▶ Activity: Return only the lines of the listing below that run from the line with "Dump the readable content of the" through the line with "I am building", both ends included, exactly as written.

----------

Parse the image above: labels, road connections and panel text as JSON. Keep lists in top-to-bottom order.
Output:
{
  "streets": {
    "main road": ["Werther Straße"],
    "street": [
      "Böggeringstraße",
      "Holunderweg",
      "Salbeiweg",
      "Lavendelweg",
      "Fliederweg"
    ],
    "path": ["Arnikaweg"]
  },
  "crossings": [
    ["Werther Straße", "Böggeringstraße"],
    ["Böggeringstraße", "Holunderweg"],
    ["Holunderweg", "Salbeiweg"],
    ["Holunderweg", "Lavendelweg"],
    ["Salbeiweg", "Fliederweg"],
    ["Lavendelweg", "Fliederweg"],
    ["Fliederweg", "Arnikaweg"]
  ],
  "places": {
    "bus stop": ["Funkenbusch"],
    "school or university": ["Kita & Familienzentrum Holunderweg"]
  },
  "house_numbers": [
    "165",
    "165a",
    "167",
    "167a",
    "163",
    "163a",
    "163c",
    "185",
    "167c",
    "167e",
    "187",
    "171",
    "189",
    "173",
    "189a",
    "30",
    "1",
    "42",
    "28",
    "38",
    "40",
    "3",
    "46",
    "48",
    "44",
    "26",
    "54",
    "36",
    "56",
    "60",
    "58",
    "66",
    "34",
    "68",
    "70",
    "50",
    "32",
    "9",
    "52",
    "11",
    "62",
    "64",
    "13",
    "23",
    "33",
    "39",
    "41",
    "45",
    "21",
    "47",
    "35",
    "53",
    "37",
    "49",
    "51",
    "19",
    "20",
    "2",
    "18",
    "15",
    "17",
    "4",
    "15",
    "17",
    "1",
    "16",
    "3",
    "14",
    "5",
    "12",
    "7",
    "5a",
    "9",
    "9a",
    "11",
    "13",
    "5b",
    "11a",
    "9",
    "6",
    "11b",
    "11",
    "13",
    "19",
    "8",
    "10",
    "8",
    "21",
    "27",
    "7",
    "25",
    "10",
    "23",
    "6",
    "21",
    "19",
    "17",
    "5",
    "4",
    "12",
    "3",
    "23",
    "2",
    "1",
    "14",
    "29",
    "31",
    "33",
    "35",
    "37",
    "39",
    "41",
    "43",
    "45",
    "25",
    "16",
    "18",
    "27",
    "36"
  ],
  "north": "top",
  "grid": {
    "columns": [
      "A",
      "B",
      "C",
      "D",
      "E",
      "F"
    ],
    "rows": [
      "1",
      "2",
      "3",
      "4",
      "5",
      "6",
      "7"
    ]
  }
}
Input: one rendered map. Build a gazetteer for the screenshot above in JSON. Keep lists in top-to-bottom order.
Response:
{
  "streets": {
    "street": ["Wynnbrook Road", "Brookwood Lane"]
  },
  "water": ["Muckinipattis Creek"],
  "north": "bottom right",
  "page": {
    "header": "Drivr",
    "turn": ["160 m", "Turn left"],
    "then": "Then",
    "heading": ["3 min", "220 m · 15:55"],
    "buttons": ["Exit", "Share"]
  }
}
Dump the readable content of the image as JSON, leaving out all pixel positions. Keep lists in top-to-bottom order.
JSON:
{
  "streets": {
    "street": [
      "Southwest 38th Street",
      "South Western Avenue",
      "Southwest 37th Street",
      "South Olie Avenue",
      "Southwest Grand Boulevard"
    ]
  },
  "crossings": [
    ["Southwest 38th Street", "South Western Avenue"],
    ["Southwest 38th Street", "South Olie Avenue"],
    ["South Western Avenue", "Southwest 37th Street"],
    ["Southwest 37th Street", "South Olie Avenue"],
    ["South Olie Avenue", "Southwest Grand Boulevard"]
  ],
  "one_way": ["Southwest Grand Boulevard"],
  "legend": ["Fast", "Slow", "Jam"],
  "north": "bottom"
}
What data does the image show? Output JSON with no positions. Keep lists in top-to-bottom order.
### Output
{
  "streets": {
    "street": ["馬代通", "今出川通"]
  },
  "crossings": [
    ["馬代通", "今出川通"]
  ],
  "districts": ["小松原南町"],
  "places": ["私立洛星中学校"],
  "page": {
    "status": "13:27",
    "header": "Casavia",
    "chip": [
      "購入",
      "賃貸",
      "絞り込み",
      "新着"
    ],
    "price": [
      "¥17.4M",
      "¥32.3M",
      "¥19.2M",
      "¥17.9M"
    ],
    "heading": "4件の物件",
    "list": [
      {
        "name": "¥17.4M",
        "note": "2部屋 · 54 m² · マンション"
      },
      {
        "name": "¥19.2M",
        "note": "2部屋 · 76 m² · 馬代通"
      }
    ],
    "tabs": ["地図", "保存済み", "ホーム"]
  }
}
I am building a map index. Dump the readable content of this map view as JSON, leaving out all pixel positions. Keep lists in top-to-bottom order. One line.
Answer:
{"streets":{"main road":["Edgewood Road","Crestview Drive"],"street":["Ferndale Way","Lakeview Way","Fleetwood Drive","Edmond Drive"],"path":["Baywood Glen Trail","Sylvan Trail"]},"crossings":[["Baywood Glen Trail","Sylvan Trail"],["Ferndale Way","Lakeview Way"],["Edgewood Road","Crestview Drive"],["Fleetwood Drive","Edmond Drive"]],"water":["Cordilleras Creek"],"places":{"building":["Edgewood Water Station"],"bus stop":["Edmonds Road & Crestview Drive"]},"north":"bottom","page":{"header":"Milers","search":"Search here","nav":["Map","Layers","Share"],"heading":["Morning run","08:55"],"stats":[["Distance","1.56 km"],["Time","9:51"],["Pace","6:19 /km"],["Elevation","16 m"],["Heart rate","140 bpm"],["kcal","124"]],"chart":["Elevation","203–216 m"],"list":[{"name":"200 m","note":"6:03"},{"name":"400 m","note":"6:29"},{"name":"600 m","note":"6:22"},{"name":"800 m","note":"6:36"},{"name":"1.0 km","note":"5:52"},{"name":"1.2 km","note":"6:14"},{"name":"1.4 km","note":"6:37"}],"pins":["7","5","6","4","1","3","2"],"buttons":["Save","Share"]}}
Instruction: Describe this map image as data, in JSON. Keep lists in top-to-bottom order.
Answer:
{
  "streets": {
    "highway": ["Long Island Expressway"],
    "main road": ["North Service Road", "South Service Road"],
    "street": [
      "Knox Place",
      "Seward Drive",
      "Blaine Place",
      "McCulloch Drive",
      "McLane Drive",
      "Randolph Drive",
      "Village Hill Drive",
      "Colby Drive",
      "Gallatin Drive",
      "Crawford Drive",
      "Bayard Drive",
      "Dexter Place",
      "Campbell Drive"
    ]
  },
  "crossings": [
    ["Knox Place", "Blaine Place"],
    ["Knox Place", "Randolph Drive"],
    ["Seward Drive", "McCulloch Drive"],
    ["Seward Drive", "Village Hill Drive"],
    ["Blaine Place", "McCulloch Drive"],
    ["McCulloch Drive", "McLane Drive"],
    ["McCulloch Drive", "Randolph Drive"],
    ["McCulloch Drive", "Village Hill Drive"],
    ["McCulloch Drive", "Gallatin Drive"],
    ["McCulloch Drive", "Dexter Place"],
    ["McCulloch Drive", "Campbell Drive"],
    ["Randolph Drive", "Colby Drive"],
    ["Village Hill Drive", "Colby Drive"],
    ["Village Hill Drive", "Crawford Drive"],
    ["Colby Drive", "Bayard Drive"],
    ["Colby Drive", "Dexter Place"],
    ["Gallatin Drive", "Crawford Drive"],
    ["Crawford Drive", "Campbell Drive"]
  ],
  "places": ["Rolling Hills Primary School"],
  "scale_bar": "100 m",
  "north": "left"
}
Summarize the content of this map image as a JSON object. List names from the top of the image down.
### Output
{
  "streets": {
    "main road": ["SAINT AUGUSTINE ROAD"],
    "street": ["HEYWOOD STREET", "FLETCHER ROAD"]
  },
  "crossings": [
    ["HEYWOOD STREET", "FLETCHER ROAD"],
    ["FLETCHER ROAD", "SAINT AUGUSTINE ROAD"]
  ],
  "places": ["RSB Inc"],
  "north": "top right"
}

----------

▶ Your solution:
Dump the readable content of the image as JSON, leaving out all pixel positions. Keep lists in top-to-bottom order.
JSON:
{
  "streets": {
    "street": [
      "Southwest 38th Street",
      "South Western Avenue",
      "Southwest 37th Street",
      "South Olie Avenue",
      "Southwest Grand Boulevard"
    ]
  },
  "crossings": [
    ["Southwest 38th Street", "South Western Avenue"],
    ["Southwest 38th Street", "South Olie Avenue"],
    ["South Western Avenue", "Southwest 37th Street"],
    ["Southwest 37th Street", "South Olie Avenue"],
    ["South Olie Avenue", "Southwest Grand Boulevard"]
  ],
  "one_way": ["Southwest Grand Boulevard"],
  "legend": ["Fast", "Slow", "Jam"],
  "north": "bottom"
}
What data does the image show? Output JSON with no positions. Keep lists in top-to-bottom order.
### Output
{
  "streets": {
    "street": ["馬代通", "今出川通"]
  },
  "crossings": [
    ["馬代通", "今出川通"]
  ],
  "districts": ["小松原南町"],
  "places": ["私立洛星中学校"],
  "page": {
    "status": "13:27",
    "header": "Casavia",
    "chip": [
      "購入",
      "賃貸",
      "絞り込み",
      "新着"
    ],
    "price": [
      "¥17.4M",
      "¥32.3M",
      "¥19.2M",
      "¥17.9M"
    ],
    "heading": "4件の物件",
    "list": [
      {
        "name": "¥17.4M",
        "note": "2部屋 · 54 m² · マンション"
      },
      {
        "name": "¥19.2M",
        "note": "2部屋 · 76 m² · 馬代通"
      }
    ],
    "tabs": ["地図", "保存済み", "ホーム"]
  }
}
I am building a map index. Dump the readable content of this map view as JSON, leaving out all pixel positions. Keep lists in top-to-bottom order. One line.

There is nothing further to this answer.